Targa has hedged about 85-100% of natural gas, 75-100% of condensate and about 65-80% of NGLs through this year. The midstreamer continues to monitor and manage its credit exposure, though management does not expect any “material” credit losses.

Net growth capex, already cut in March amid the coronavirus pandemic, was further reduced to $700-800 million. Targa also reduced the dividend to 10 cents from 91 cents. The company had about $2.4 billion of available liquidity at the end of March, with no maturities of senior notes or credit facilities occurring until 2023.

Targa reported a net loss of $1.738 million for the quarter, compared with a net loss of $38.9 million in 1Q2019. DCF was reported to be $301.9 million for the quarter, down from $187 million in the year-ago period.
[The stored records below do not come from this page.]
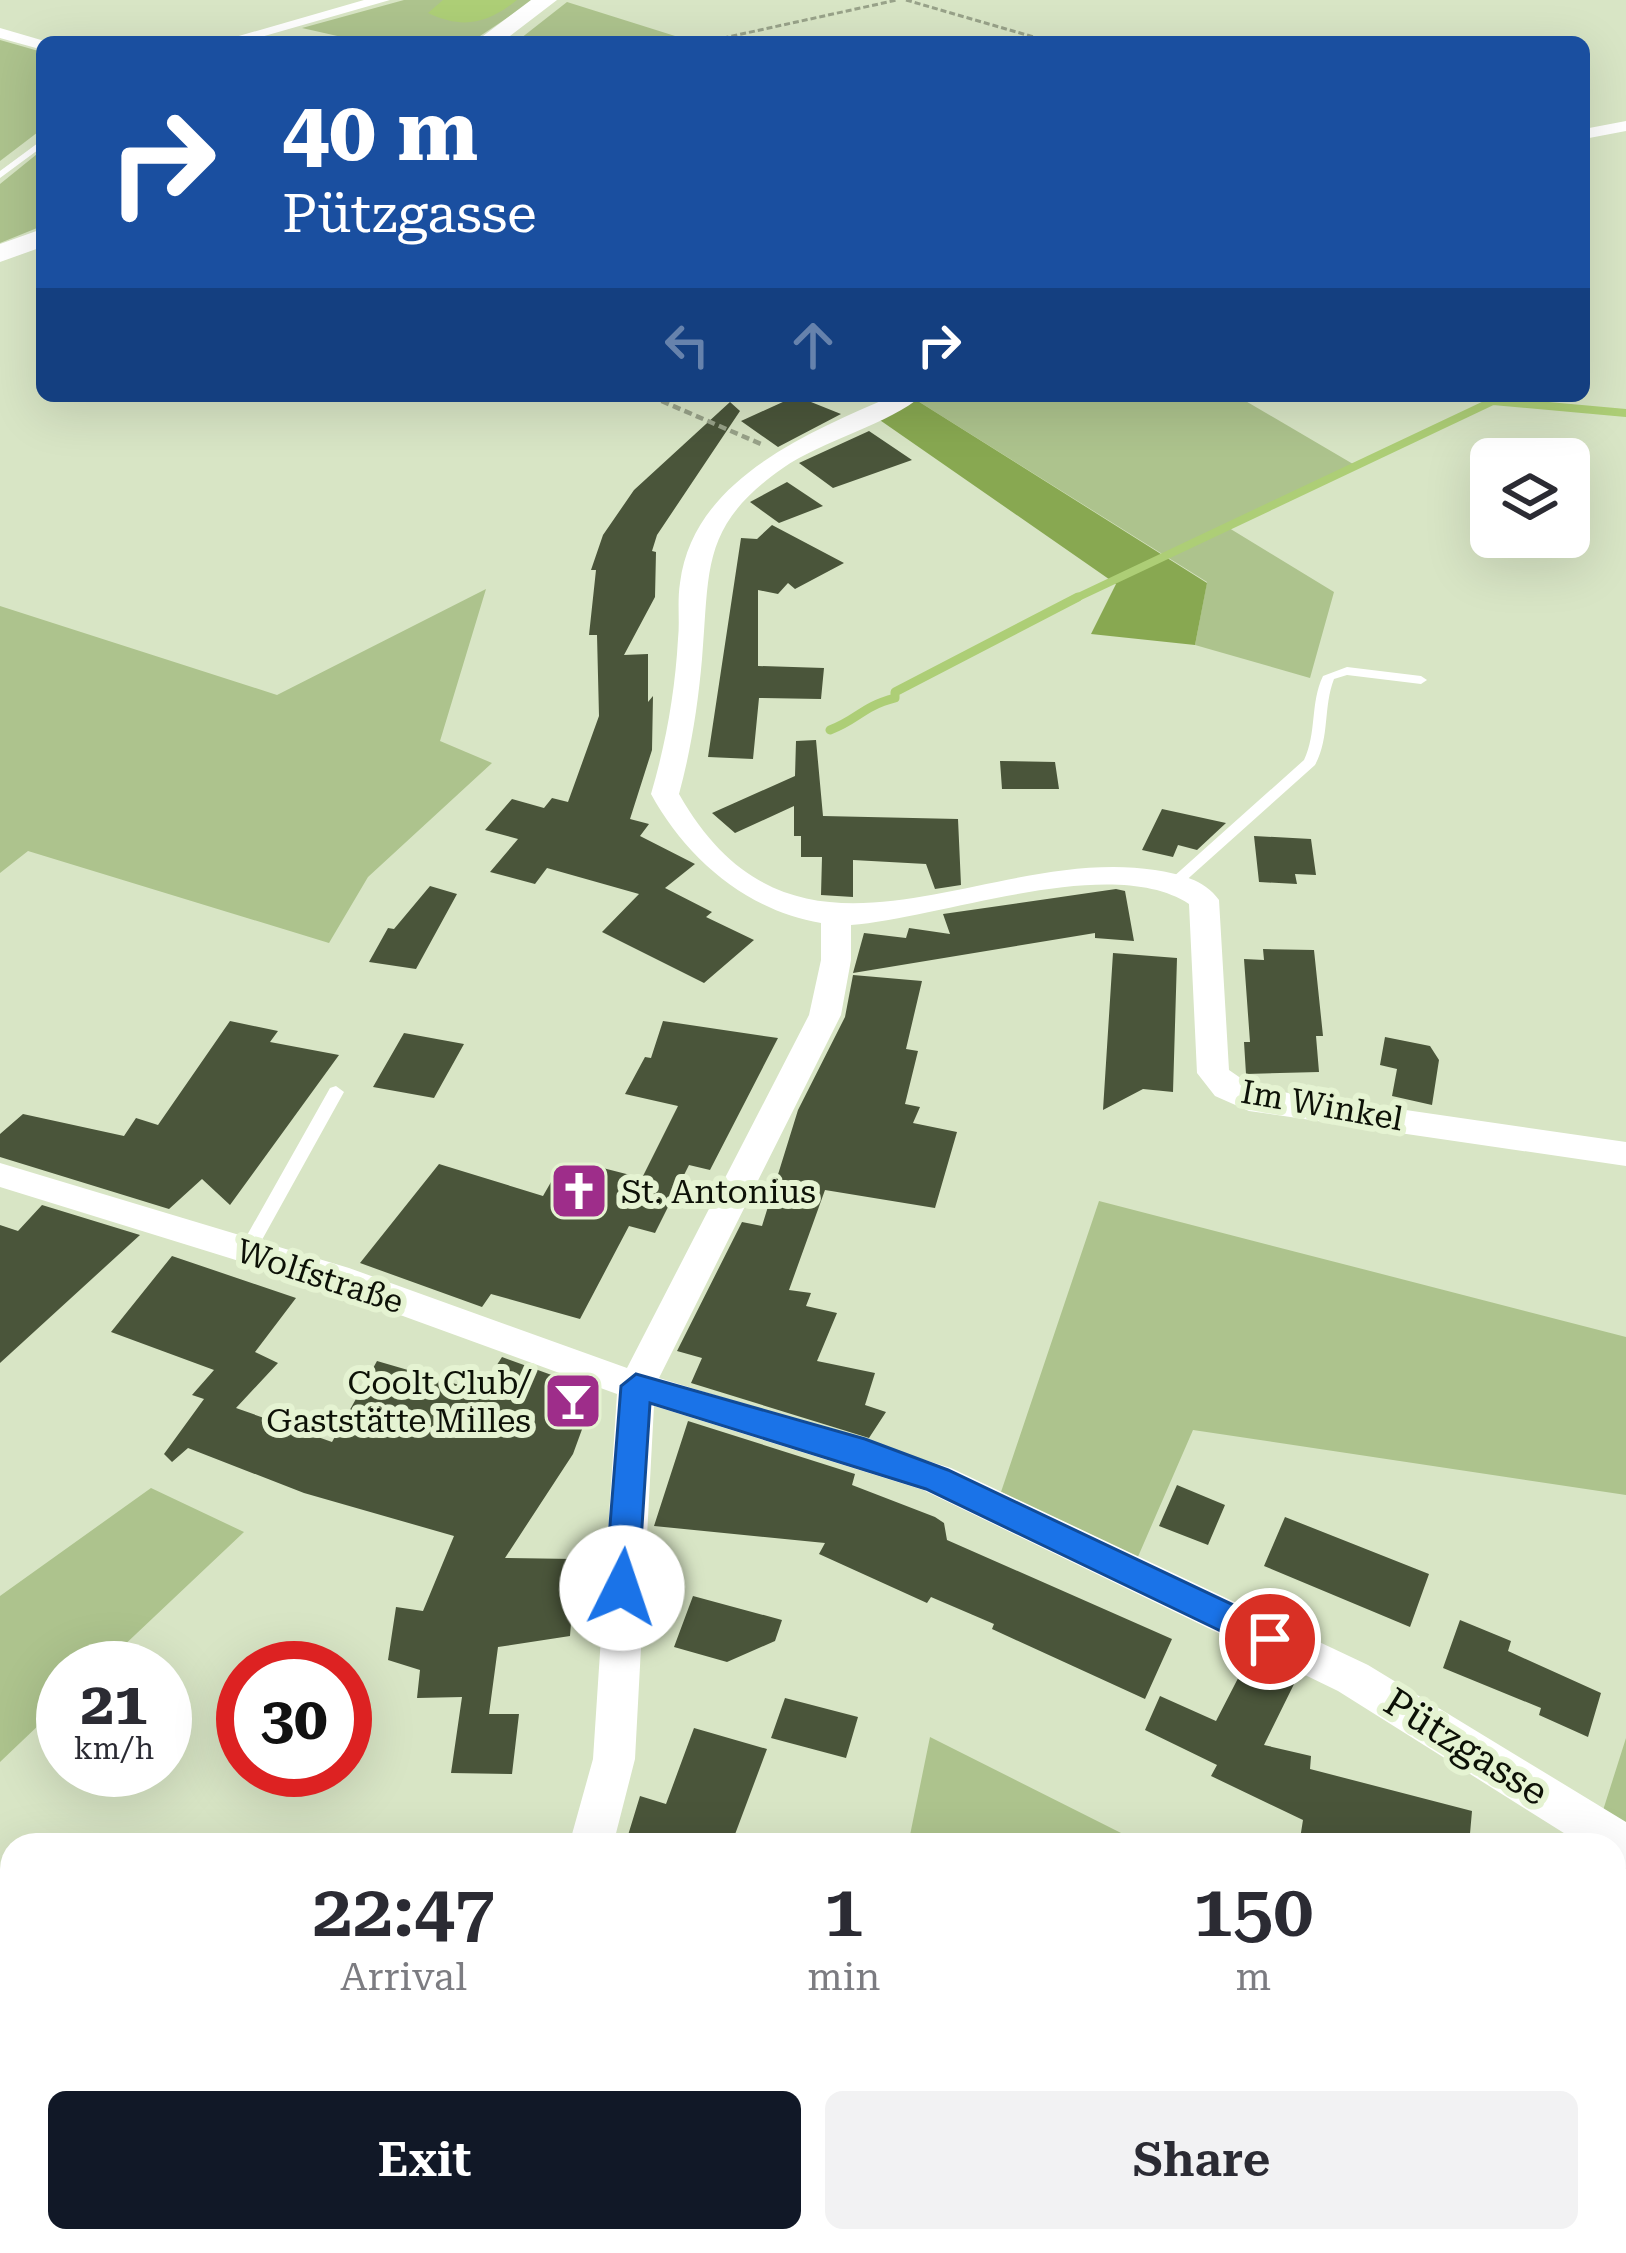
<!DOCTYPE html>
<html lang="en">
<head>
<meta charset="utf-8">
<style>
	:root { --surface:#fff; --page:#f2f2f3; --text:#2b2b33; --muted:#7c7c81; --accent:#111827 }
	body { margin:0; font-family:"Roboto Serif",serif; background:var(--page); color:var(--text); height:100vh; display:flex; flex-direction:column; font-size:45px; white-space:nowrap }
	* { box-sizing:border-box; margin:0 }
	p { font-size:39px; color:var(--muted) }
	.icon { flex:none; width:66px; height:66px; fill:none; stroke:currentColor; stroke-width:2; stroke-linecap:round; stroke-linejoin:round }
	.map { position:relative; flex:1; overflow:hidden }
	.side { position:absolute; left:0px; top:1833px; width:1626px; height:420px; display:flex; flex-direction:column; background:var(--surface); border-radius:36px 36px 0 0; box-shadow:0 12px 48px #0002 }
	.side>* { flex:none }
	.top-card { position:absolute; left:36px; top:36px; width:1554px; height:366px; border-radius:18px; box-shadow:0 12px 48px #0002; background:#1a4fa0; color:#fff; overflow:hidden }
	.fabs { position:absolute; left:1470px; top:438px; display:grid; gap:24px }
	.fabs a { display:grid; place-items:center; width:120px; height:120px; border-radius:18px; background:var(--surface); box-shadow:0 12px 48px #0002; font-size:60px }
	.speed { position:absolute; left:36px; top:1641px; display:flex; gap:24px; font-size:60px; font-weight:700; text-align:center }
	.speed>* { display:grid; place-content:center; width:156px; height:156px; border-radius:50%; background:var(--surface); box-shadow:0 12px 48px #0002; line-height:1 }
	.speed small { font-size:30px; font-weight:400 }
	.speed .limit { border:18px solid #d22; background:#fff; color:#111 }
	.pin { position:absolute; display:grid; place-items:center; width:102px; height:102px; color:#fff; margin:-51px; border:6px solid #fff; border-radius:50%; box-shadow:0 3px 12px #0007 }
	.me { position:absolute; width:132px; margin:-66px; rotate:4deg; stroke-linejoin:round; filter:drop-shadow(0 0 9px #0008) }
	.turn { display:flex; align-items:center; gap:42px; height:252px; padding:0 48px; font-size:54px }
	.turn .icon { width:156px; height:156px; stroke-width:2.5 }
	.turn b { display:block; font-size:84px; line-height:102px }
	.lanes { display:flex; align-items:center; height:114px; padding:0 48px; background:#0003; justify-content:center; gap:60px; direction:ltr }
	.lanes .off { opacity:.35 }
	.eta { display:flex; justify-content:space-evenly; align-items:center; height:204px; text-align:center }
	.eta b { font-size:72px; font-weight:600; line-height:84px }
	.action { display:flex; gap:24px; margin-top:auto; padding:24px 48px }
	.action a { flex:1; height:138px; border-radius:18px; background:var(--accent); color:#fff; font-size:48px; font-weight:600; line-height:138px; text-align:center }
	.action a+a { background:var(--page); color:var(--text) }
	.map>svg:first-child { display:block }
</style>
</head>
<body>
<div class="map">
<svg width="1626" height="2253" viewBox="0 0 1626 2253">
	<rect width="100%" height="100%" fill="#d8e5c5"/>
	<!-- green -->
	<path fill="#adc38d" d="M404,0H534L471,42H364L302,28Z
		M567,2L691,41L516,42Z
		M0,40L42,52V129L0,161Z
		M42,150V226L0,243V184Z
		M1237,396L1353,464L1229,528L1334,592L1310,678L1195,645L1207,582L913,398Z
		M486,589L440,741L492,763L368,877L329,943L28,851L0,873V606L277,695Z
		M1099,1201L1626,1337V1495L1193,1430L1137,1559L1001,1492Z
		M151,1488L244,1532L100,1668H63V1702L0,1762V1596Z
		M930,1737L1145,1845H908Z
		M1626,1738V2253H1125L1127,2241H1614V1845H1592Z"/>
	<!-- forest -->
	<path fill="#88a851" d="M913,398L1207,583L1195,645L1091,634L1116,584L874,416Z"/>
	<!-- water -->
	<path fill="#adce76" d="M443,0H517C488,23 464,30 428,13Z"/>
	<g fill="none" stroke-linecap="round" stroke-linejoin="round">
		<!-- stream-far1 -->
		<path stroke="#adce76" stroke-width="8" d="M1072,600L1493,401L1626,413"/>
		<!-- stream -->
		<path stroke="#adce76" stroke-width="9" d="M830,730C859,719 861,707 895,698V692L1078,597"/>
	</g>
	<!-- building -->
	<path fill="#4a553a" d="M796,396L841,414L778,447L741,421Z
		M730,402L740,411L657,535L652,551L656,552L655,597L624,655L648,654V702L653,696L652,750L630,819L649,824L640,836L695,864L665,888L712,912L706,917L754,940L704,983L602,932L639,894L547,868L535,884L490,872L518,839L485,830L512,799L544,808L552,798L568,802L599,716L597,635H589L596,570H591L603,535L634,490Z
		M869,431L912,460L833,488L799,463Z
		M787,482L823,506L779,523L750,502Z
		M772,525L844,563L795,589L788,583L778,594L758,590V666L824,668L821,699L759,698L753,759L708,757L741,538L757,539Z
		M816,740L823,816L958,819L961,885L935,889L926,864L853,860V897L821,895L822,857H801V836H794V806L735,833L712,813L795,776L796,741Z
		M1000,761L1055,762L1059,789H1002Z
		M1162,809L1226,823L1197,850L1178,845L1173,857L1142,850Z
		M1254,836L1311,839L1316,875L1295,874L1297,884L1259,882Z
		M430,886L457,894L416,969L369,962L388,928L394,929Z
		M1116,889L1125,891L1134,941L1095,938V933L853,973L864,933L906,938L909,928L950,934L943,914Z
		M1263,949L1314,950L1323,1036H1316L1319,1072L1246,1074L1244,1042H1250L1244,959L1264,960Z
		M1113,953L1177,958L1173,1092L1143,1089L1103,1110Z
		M853,975L922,981L906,1049L918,1051L905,1104L920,1107L913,1123L957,1132L935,1208L825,1190L789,1290L811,1293L806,1306L837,1313L817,1361L875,1373L865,1405L886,1412L869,1438L691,1383L702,1358L677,1351L742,1222L762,1226L798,1110L845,1017Z
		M230,1021L278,1031L270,1042L339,1055L230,1205L202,1179L169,1209L0,1157V1134L23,1114L124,1136L136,1118L158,1125Z
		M663,1021L778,1038L710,1170L689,1165L655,1233L629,1226L580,1319L491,1294L482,1307L360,1263L439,1164L543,1196L551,1182L571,1187L577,1177L587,1180L595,1166L642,1178L678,1106L625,1094L645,1057L651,1058Z
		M404,1033L464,1044L434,1098L373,1087Z
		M1385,1037L1430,1046L1439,1060L1432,1105L1392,1096L1397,1069L1380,1065Z
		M42,1205L140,1235L0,1363V1225L18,1231Z
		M172,1256L296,1298L255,1352L278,1363L236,1408L332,1442L377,1361L480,1391L502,1357L596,1391L573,1454L505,1558L574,1559L575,1572L570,1636L498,1647L489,1714H519L512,1774L451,1773L462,1697L417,1698L420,1670L388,1660L396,1607L423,1611L454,1536L304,1493L188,1448L172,1462L164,1454L204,1399L192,1395L214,1370L111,1332Z
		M688,1421L855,1474L852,1485L935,1517L944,1523L947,1540L1172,1639L1145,1699L992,1629L994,1624L931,1597L927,1603L819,1554L825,1543L654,1526Z
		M1177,1485L1225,1505L1208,1545L1159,1526Z
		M1285,1517L1429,1574L1410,1627L1264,1566Z
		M693,1596L782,1620L775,1641L727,1662L674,1647Z
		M1460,1620L1511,1641L1508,1651L1601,1693L1588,1737L1539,1715L1541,1708L1443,1668Z
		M1250,1655L1297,1678L1264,1745L1311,1756L1310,1769L1472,1811L1469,1845H1299L1303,1820L1211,1776L1217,1765L1145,1730L1160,1696L1216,1721Z
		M785,1698L858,1717L846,1758L771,1738Z
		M694,1728L767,1749L731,1845H625L640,1796L666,1804Z"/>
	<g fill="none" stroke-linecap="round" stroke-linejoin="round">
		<!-- path-far1 -->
		<path stroke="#98a289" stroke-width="3" stroke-dasharray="6 3" stroke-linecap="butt" d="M906,0L1051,42
			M705,42L897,0"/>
		<!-- path -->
		<path stroke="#98a289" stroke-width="4.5" stroke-dasharray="8 4.5" stroke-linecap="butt" d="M650,396L761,444"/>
		<!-- lane -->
		<path fill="#fff" fill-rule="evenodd" d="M42,140V147L0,178V171Z
			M1347,667L1421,676L1427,680L1421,684L1347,675L1334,679C1323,707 1330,738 1315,765L1182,884H1172L1170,881L1172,878L1304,760C1317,733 1310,703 1323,676Z
			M336,1086L344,1092L253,1256H241L238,1251L241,1246L330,1088Z"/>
		<!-- street -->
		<path fill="#fff" fill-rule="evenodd" d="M364,0H390L244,42H218Z
			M0,28L48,42L36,48L0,38Z
			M1626,121V131L1584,139V129Z
			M892,396H921C892,423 821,441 783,468C700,526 710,569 702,659C698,705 691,750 679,794C797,1002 983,844 1155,870C1179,874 1204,879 1219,900L1229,1070L1255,1088L1626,1142V1166L1249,1111L1215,1096L1197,1073L1189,904C1111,853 942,918 851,925V960L841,1015L659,1378L951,1468L1368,1665L1626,1822V1868L1614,1864V1845H1583L1338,1691L923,1490L654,1406L635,1759L613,1845H569L593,1759L617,1394L326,1288L0,1187V1163L349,1268L627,1368L809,1015L821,960V923C747,911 686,858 651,794C666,743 675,692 678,639C680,621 677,602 680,583C693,479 808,433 892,396Z
			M333,2241H388L383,2253H328Z"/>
		<!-- secondary -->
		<path fill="#fff" fill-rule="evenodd" d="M531,0H557L502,42H475Z
			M42,229V247L0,262V244Z"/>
	</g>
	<!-- route -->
	<path fill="#1a73e8" stroke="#114b97" stroke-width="3" d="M636,1374L865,1439L948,1470L1282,1628L1287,1639L1282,1649L1270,1654L1258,1649L926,1489L650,1403L638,1588L633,1599L622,1603L610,1599L605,1588L621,1386Z"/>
	<!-- icons -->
	<defs>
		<symbol id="church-square" viewBox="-11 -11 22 22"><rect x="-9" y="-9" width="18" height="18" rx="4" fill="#9e2d8a" stroke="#e5f3d2"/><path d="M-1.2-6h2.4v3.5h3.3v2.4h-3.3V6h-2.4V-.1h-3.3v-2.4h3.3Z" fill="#fff"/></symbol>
		<symbol id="bar-square" viewBox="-11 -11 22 22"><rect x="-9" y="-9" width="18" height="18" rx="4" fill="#9e2d8a" stroke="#e5f3d2"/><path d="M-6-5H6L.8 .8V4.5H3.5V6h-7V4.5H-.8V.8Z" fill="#fff"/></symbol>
	</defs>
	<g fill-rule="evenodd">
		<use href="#church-square" x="546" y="1158" width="66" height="66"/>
		<use href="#bar-square" x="540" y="1368" width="66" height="66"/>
	</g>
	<g text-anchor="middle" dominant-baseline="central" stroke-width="12" stroke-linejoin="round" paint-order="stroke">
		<!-- street labels -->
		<g font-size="33" fill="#0d1107" stroke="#e5f3d2">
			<text transform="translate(1322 1105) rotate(10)">Im Winkel</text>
			<text transform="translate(320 1276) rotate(18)">Wolfstraße</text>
		</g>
		<!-- poi labels -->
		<g font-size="33" fill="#0d1107" stroke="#e5f3d2" text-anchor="start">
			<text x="621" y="1191">St. Antonius</text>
			<text x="531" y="1382" text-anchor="end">Coolt Club/<tspan x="531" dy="38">Gaststätte Milles</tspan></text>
		</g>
		<!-- near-street labels -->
		<g font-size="39" fill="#0d1107" stroke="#e5f3d2">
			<text transform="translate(1466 1747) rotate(32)">Pützgasse</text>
		</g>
	</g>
</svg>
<div class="fabs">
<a><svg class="icon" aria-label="layers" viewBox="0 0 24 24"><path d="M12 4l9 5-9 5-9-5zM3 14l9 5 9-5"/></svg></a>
</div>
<div class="speed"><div>21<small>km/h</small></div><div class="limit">30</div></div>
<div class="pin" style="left:1270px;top:1639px;background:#d93025"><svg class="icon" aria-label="arrive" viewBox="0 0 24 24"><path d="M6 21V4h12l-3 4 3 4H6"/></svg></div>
<svg class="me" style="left:622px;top:1588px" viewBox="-20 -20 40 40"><circle r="19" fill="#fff"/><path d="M0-13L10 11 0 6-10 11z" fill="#1a73e8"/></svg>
<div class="top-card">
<div class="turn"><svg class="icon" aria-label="right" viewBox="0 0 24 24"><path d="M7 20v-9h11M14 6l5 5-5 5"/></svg><div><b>40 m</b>Pützgasse</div></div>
<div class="lanes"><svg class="icon off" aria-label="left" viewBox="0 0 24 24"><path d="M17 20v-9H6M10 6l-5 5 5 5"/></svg><svg class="icon off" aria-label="ahead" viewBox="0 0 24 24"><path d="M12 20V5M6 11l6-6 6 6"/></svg><svg class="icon" aria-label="right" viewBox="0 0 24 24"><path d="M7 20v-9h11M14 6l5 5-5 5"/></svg></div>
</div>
<section class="side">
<div class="eta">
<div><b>22:47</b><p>Arrival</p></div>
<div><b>1</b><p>min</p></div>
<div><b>150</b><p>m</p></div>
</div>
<div class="action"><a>Exit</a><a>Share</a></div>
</section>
</div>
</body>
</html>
Like Targa, DCP also saw volumes “hanging in there” through April despite initial expectations of a decline. NGL volumes increased by 13% sequentially, including a roughly 26% jump on the Southern Hills pipeline, driven by full quarter of volumes from the Denver-Julesburg (DJ) Basin extension. It also posted record volumes on the G&P segment in the DJ and “strong” volumes in the Delaware sub-basin of the Permian.

Looking ahead to the second quarter, CFO Sean O’Brien said although volumes in April were generally in line with the strong volumes in 1Q2020, “we know that the remainder of the second quarter and the second half of the year we will rely heavily on our volume outlook. We’re now anticipating that each region will endure volume declines of around 10-15%,” with the biggest declines “likely” in late 2Q2020 and into 3Q2020.

Permian volumes are projected to decline around 5%, while volumes on its more southern assets in Texas and Louisiana are expected to decline about 15%, according to the CFO. The Midcontinent is projected to see the most severe volume declines, now estimated at 20%. DCP expects average NGL throughput to decline by about 10-15% on its Sand Hills and Southern Hills, which are in the Denver-Julesburg (DJ) Basin.

CEO Wouter van Kempen noted the “dynamic environment” in which the industry is working and said although volume decreases are to be expected, DCP is working with customers to keep some volumes flowing. “We’re able to work with them based upon our integrated kind of service offering” and provide them a better netback if they keep things flowing on our systems, and “the net result of that was that some significant volumes stayed on our system and were taken off someone else’s system.”


Like other midstreamers coping in the current price environment, DCP has sharply reduced spending for the year, lobbing off 70% of its sustaining and growth capital. It also has deferred an option to partner with Phillips 66 in building the Sweeny fractionators 2 and 3, and has implemented more than $90 million of cost reductions. The company also halved its distribution.

“These actions not only position us well to manage through this downturn by increasing our liquidity, they also demonstrate the flexibility and speed of the DCP model,” van Kempen said.

Should market conditions continue to deteriorate, DCP can pull several additional cash flow levers, including using the system to optimize producer netbacks and consolidating assets, the CEO said. DCP also maintains $325 million of “dry powder” and ended the quarter with about $600 million of liquidity. The next senior note is due late next year, and management expects to have sufficient free cash flow to retire the debt without the need to access capital markets. DCP withdrew its original 2020 guidance issued in February, but it did not provide an updated outlook.

DCP reported a net loss of $550 million (minus $2.71/share) for the first quarter, down from a net income of $75 million (14 cents) in 1Q2019. DCF was $220 for the quarter, off $4 million year/year.